Those lines of the records that contain "linecap" are to be located and copied.

[Start of section]

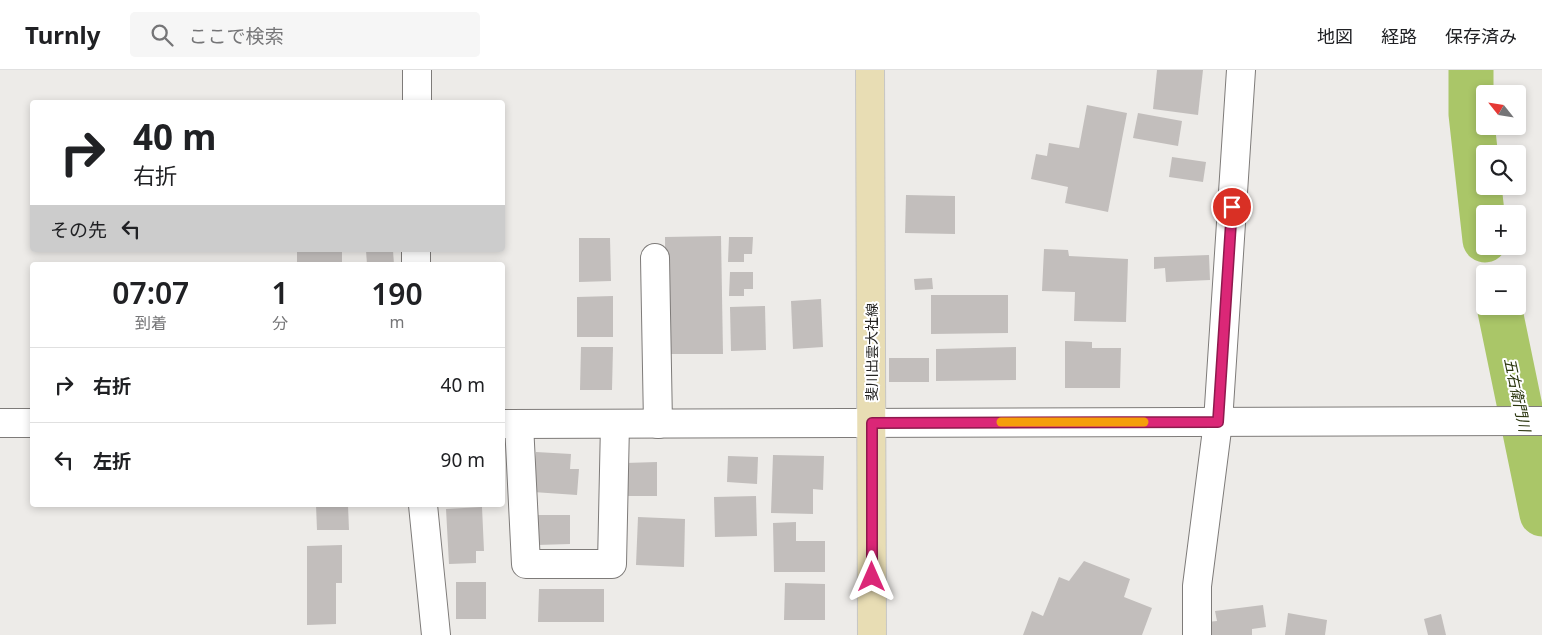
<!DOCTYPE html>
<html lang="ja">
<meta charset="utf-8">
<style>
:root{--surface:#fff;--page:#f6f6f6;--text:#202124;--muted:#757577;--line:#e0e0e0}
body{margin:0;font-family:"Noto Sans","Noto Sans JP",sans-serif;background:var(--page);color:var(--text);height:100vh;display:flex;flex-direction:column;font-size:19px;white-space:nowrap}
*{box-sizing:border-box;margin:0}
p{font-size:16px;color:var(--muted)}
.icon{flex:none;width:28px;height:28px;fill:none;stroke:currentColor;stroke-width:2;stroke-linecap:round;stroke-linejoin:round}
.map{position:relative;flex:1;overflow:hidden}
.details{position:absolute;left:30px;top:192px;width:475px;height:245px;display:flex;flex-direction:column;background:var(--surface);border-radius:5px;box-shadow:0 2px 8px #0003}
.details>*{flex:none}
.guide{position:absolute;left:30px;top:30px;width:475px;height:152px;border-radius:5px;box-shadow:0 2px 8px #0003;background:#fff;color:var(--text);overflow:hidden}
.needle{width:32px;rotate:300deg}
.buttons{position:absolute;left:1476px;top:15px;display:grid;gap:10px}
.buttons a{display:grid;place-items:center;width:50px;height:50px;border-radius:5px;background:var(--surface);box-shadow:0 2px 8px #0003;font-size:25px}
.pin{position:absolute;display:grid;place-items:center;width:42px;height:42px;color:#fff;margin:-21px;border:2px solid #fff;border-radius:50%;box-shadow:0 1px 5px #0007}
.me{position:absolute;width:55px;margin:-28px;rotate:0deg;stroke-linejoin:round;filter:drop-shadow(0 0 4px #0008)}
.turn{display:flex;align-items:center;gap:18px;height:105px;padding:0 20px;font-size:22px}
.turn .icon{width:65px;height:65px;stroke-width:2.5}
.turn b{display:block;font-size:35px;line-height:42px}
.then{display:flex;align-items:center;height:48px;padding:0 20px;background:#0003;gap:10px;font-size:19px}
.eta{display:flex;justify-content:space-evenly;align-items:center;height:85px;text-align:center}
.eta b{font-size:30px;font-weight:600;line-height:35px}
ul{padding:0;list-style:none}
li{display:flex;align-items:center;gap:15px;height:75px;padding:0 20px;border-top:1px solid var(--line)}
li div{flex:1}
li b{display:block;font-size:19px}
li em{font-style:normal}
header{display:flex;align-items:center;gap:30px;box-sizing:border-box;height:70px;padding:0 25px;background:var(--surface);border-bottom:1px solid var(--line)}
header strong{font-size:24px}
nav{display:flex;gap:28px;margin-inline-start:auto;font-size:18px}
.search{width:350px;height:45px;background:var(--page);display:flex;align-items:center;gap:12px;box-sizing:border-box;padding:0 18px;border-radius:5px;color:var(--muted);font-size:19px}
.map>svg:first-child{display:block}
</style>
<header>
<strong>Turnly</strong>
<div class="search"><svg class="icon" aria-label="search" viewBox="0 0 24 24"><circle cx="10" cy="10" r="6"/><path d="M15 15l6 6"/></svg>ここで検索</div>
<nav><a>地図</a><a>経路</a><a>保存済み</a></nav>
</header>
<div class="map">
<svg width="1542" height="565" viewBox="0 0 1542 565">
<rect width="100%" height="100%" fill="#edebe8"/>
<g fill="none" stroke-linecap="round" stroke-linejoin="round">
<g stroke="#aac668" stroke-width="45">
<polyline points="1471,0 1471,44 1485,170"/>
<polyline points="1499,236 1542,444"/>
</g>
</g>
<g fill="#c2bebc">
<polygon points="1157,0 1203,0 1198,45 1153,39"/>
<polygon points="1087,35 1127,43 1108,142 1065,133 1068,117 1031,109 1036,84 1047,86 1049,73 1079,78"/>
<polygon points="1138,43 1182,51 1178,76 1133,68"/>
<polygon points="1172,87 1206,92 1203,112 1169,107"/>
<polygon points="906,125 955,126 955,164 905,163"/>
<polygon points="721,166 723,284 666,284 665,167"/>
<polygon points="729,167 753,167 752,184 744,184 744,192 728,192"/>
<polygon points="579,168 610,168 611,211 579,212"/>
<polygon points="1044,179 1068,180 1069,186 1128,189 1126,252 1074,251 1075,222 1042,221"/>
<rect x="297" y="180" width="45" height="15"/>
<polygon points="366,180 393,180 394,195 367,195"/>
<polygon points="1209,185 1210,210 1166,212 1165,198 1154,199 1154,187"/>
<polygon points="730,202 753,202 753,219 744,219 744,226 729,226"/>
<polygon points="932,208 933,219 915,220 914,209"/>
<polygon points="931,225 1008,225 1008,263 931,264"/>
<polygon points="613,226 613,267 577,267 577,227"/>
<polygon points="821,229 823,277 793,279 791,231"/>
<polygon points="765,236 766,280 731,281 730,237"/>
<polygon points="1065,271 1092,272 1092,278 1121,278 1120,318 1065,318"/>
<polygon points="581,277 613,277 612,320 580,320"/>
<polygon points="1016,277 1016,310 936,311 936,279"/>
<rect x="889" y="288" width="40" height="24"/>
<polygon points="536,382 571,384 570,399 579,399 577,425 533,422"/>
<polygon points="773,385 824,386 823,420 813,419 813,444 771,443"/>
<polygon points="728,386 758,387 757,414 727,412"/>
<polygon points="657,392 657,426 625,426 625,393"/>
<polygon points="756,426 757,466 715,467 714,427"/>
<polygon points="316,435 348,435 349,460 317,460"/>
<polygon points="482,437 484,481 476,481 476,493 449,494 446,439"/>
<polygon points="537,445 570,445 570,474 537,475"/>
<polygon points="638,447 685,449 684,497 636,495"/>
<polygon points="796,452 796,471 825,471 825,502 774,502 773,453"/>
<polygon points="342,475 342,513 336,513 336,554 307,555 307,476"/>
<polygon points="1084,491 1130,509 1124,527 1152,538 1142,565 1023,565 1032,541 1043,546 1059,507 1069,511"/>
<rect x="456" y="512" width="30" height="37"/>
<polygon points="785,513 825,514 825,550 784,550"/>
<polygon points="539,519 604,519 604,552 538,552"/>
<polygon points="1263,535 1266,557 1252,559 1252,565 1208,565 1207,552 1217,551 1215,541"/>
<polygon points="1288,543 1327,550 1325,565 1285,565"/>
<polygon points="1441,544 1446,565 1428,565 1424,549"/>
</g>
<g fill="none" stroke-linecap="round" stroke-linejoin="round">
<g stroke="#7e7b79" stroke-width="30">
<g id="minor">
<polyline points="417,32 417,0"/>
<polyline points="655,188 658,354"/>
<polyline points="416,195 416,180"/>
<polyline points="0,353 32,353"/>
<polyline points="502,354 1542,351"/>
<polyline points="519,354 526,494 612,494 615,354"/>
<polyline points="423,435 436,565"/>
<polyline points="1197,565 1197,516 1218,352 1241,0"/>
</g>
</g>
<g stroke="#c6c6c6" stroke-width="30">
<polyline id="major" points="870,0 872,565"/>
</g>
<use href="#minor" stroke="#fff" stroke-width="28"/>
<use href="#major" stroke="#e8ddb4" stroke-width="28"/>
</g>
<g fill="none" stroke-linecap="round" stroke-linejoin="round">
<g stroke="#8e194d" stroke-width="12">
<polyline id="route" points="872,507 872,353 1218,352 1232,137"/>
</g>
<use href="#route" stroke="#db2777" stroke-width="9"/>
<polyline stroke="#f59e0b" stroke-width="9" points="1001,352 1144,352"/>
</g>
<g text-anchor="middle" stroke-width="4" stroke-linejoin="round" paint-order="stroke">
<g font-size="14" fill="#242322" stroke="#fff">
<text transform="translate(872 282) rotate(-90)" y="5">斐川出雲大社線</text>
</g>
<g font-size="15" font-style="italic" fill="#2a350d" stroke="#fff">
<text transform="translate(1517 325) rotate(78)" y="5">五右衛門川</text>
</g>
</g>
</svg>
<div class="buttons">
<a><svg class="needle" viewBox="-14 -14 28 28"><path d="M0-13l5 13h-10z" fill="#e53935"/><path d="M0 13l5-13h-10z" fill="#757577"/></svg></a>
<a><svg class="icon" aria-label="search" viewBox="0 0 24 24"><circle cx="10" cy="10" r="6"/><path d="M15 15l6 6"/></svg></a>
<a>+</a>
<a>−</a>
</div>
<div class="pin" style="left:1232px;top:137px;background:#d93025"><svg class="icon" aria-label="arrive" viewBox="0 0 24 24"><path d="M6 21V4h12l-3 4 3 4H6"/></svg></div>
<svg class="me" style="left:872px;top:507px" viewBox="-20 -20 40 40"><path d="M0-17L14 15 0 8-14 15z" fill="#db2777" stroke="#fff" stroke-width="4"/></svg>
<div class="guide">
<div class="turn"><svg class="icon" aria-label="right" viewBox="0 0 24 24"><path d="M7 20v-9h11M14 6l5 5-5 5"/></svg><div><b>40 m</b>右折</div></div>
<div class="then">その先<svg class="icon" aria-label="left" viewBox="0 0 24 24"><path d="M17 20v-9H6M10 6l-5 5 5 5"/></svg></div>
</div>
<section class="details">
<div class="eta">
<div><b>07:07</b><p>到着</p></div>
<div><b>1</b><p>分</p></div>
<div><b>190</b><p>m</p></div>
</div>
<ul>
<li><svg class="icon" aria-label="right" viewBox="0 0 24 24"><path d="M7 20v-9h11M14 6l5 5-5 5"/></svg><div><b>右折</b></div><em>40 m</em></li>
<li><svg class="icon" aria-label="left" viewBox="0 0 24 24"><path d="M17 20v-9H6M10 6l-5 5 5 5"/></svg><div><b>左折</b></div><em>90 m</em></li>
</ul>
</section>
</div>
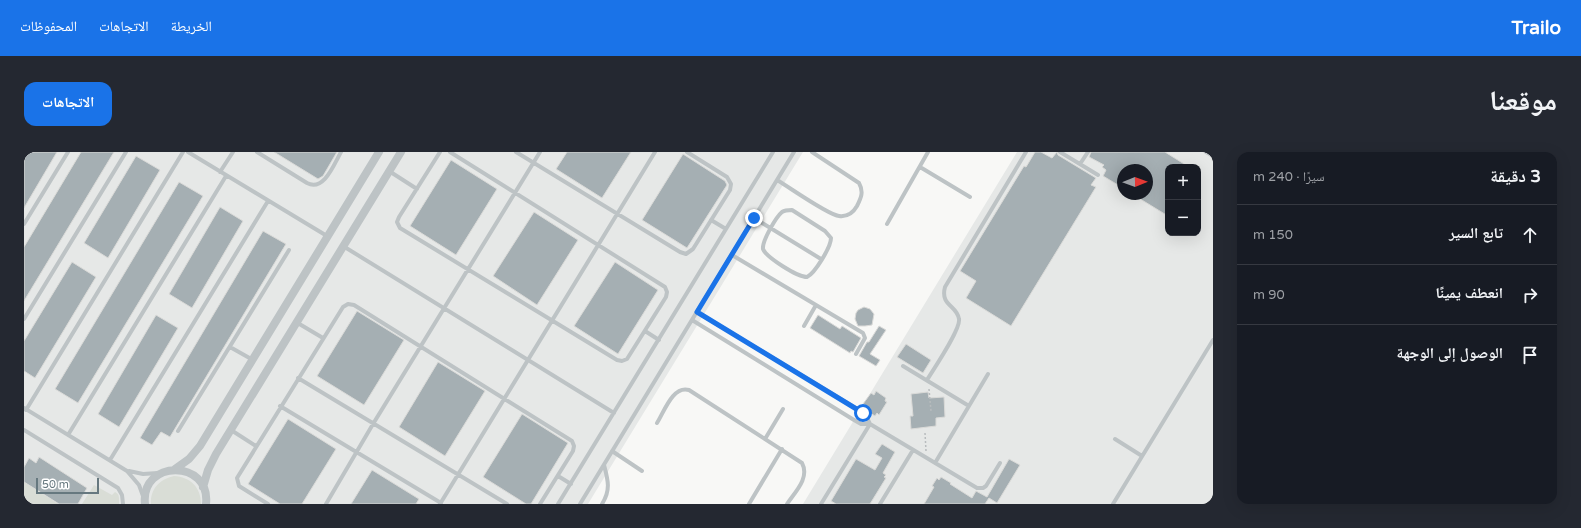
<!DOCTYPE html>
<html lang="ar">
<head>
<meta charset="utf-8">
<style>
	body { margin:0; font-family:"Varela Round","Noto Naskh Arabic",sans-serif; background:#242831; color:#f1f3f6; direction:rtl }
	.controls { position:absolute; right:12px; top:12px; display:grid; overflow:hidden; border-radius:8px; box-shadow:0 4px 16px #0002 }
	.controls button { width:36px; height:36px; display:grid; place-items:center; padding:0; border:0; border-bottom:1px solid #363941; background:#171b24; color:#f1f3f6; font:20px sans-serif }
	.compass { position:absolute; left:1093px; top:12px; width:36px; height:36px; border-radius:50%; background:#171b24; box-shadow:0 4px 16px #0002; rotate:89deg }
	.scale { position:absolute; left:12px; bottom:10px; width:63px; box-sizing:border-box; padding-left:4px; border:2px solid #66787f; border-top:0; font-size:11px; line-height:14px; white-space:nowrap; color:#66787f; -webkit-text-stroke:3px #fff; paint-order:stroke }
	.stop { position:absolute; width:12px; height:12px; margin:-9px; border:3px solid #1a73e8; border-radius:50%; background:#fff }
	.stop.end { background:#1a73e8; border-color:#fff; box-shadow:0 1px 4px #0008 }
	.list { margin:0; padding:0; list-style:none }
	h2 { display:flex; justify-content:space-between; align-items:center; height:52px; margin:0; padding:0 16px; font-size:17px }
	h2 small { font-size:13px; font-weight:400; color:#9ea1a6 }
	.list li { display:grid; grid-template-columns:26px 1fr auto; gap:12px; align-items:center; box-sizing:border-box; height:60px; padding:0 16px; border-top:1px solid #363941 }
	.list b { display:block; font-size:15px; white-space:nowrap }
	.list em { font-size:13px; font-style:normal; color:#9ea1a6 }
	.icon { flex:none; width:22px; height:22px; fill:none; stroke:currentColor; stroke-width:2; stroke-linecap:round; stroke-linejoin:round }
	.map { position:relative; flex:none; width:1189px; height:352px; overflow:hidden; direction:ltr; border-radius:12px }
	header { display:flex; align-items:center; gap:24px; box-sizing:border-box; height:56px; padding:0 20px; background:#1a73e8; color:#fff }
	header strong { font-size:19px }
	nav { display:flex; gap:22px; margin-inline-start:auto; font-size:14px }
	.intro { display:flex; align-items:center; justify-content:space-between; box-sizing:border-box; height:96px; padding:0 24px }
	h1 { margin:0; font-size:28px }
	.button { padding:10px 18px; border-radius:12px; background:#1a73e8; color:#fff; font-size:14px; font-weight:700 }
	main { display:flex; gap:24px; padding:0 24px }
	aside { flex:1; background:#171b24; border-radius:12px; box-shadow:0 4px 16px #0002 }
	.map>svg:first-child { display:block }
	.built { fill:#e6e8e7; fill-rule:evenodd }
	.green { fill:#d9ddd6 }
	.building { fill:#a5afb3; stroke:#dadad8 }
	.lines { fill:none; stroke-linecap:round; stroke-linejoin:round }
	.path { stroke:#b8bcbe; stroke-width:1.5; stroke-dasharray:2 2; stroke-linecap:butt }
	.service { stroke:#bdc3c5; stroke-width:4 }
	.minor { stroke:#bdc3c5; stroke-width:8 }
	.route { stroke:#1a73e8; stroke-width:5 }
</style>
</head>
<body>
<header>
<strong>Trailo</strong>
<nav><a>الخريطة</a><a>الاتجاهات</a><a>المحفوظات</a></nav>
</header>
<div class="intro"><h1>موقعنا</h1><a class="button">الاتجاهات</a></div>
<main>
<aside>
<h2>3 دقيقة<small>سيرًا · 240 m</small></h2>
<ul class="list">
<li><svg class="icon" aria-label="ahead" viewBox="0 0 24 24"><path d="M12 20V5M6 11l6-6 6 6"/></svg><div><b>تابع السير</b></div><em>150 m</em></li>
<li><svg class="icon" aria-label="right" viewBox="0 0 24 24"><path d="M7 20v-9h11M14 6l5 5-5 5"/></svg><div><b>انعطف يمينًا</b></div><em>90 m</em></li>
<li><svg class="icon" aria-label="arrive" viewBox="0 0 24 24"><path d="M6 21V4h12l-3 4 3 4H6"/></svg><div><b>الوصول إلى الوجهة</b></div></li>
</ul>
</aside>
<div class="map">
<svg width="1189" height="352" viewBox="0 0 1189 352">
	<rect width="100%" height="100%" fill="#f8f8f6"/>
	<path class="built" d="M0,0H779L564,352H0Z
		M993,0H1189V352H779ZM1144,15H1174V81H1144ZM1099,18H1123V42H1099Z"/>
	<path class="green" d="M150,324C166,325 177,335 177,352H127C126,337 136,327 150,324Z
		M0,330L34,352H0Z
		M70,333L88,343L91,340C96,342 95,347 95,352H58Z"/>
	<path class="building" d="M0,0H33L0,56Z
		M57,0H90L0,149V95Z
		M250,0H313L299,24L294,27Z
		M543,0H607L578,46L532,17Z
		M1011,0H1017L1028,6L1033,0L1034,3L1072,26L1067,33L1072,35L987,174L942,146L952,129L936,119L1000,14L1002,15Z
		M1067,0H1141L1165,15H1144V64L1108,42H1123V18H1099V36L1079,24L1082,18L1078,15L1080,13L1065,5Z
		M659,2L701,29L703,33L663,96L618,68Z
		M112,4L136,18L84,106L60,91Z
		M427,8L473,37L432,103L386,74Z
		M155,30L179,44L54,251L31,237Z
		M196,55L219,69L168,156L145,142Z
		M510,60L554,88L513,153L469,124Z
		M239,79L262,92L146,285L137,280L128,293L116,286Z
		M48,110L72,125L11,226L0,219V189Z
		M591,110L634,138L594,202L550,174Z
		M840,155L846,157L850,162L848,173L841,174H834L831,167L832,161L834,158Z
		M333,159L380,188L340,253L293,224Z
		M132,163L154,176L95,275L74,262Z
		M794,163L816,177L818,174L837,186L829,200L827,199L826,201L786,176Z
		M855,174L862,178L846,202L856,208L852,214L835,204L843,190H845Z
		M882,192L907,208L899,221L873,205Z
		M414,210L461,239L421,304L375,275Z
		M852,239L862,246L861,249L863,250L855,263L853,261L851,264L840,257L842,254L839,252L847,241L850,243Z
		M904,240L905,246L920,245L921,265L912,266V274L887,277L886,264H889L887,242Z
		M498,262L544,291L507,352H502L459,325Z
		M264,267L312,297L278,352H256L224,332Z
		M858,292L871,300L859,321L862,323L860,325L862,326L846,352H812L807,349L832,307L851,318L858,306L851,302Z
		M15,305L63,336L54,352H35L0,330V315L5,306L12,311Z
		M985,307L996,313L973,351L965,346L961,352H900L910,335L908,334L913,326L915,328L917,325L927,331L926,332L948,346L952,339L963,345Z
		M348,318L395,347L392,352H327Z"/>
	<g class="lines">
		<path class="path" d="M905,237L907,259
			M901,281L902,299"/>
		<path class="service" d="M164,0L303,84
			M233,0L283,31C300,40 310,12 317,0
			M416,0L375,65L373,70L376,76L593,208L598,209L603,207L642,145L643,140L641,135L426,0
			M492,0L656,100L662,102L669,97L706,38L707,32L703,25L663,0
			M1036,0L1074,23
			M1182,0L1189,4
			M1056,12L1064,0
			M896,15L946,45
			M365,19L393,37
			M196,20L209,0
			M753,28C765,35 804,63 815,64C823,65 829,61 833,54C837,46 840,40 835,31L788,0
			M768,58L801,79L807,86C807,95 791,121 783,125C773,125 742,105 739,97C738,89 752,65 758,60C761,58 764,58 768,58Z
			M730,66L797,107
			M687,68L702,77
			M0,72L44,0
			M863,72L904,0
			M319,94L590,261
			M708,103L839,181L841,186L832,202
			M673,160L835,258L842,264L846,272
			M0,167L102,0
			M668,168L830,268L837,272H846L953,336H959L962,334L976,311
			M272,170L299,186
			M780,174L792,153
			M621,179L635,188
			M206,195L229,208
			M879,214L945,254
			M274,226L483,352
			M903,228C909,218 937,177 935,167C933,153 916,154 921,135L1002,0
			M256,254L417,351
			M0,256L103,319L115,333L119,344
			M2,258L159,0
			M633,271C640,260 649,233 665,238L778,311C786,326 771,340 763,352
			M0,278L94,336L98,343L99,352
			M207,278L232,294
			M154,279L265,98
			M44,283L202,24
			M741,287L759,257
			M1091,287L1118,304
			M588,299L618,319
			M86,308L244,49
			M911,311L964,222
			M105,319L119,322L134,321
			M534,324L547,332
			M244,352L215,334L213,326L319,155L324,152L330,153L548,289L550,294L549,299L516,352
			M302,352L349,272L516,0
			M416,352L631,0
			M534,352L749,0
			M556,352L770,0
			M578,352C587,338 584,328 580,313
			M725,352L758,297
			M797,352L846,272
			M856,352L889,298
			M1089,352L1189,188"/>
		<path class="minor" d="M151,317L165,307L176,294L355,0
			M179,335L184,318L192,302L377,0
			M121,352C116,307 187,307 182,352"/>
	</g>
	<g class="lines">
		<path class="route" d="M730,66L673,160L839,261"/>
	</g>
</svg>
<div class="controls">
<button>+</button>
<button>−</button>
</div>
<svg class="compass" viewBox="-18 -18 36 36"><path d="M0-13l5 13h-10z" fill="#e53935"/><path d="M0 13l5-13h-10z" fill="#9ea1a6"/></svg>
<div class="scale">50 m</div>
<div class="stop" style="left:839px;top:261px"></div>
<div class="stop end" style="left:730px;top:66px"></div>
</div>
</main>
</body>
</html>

[End of section]

▸ **Written answer**:
.icon{flex:none;width:28px;height:28px;fill:none;stroke:currentColor;stroke-width:2;stroke-linecap:round;stroke-linejoin:round}
<g fill="none" stroke-linecap="round" stroke-linejoin="round">
<g fill="none" stroke-linecap="round" stroke-linejoin="round">
<g fill="none" stroke-linecap="round" stroke-linejoin="round">
	.icon { flex:none; width:22px; height:22px; fill:none; stroke:currentColor; stroke-width:2; stroke-linecap:round; stroke-linejoin:round }
	.lines { fill:none; stroke-linecap:round; stroke-linejoin:round }
	.path { stroke:#b8bcbe; stroke-width:1.5; stroke-dasharray:2 2; stroke-linecap:butt }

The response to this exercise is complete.